• [Stored data]
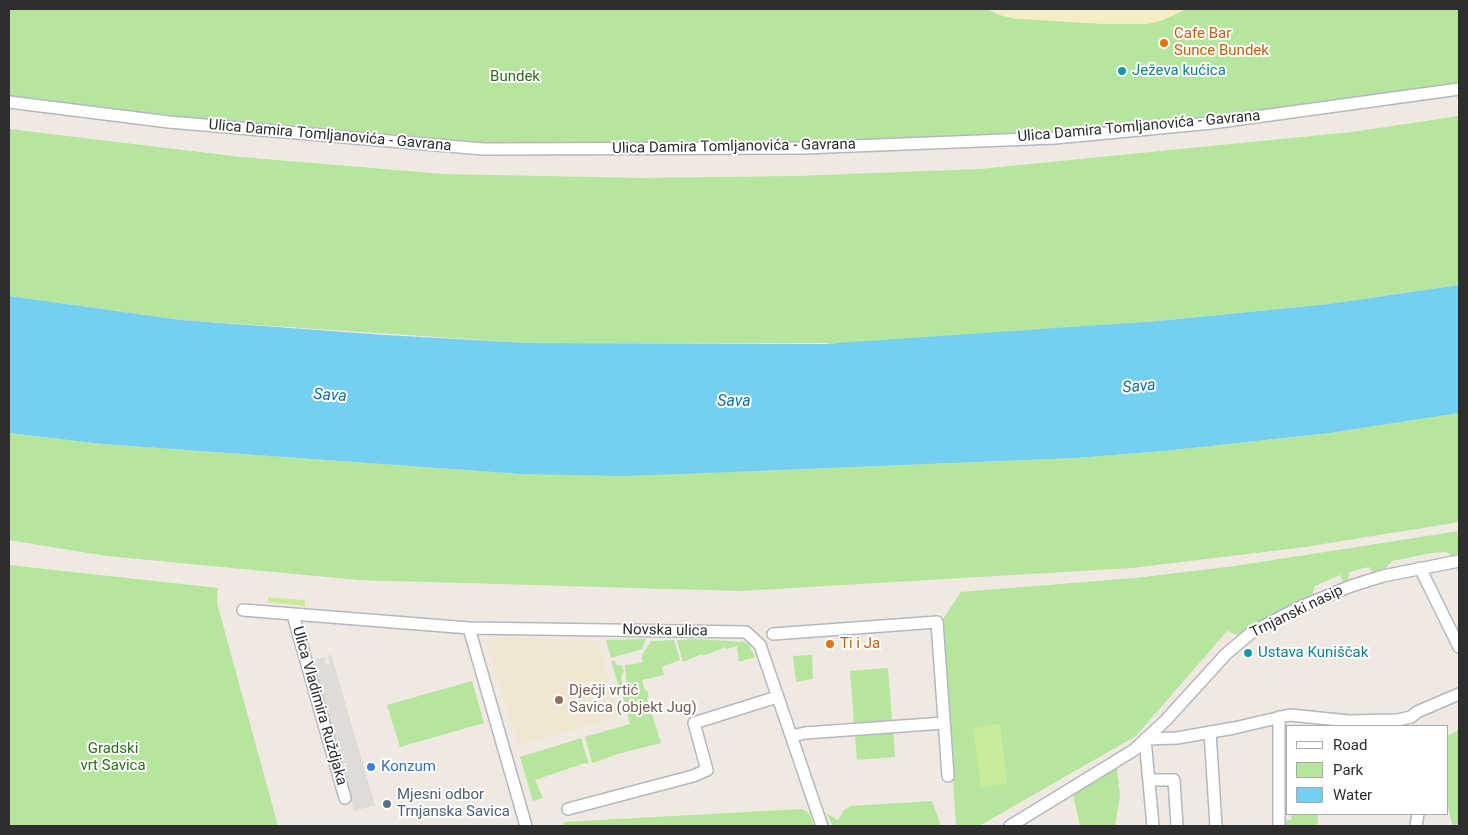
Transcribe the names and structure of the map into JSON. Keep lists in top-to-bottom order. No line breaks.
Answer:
{"streets":{"street":["Ulica Damira Tomljanovića - Gavrana","Trnjanski nasip","Novska ulica","Ulica Vladimira Ruždjaka"]},"crossings":[["Novska ulica","Ulica Vladimira Ruždjaka"]],"water":["Sava"],"parks":["Bundek","Gradski vrt Savica"],"places":["Cafe Bar Sunce Bundek","Ježeva kućica","Ti i Ja","Ustava Kuniščak","Dječji vrtić Savica (objekt Jug)","Konzum","Mjesni odbor Trnjanska Savica"],"legend":["Road","Park","Water"]}
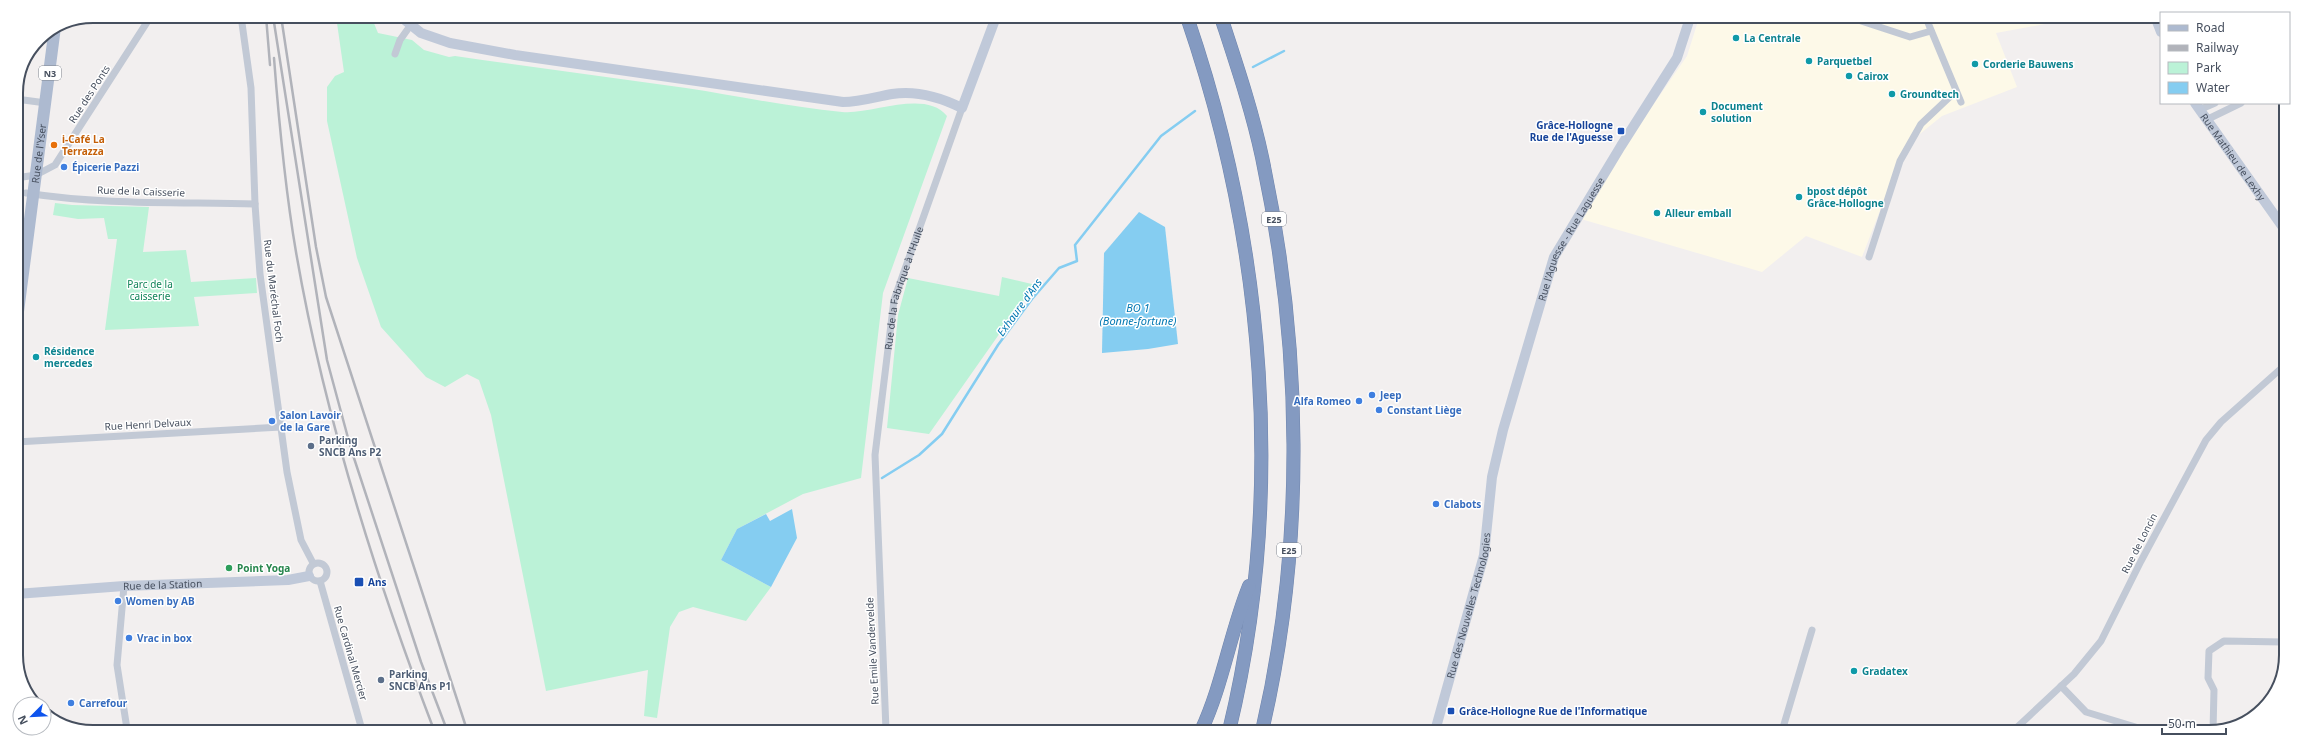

• [What the exercise asks]
Write out the data again word for word, minus any images.

• [The answer]
Transcribe the names and structure of the map into JSON. Keep lists in top-to-bottom order. No line breaks.
Answer:
{"streets":{"street":["Ulica Damira Tomljanovića - Gavrana","Trnjanski nasip","Novska ulica","Ulica Vladimira Ruždjaka"]},"crossings":[["Novska ulica","Ulica Vladimira Ruždjaka"]],"water":["Sava"],"parks":["Bundek","Gradski vrt Savica"],"places":["Cafe Bar Sunce Bundek","Ježeva kućica","Ti i Ja","Ustava Kuniščak","Dječji vrtić Savica (objekt Jug)","Konzum","Mjesni odbor Trnjanska Savica"],"legend":["Road","Park","Water"]}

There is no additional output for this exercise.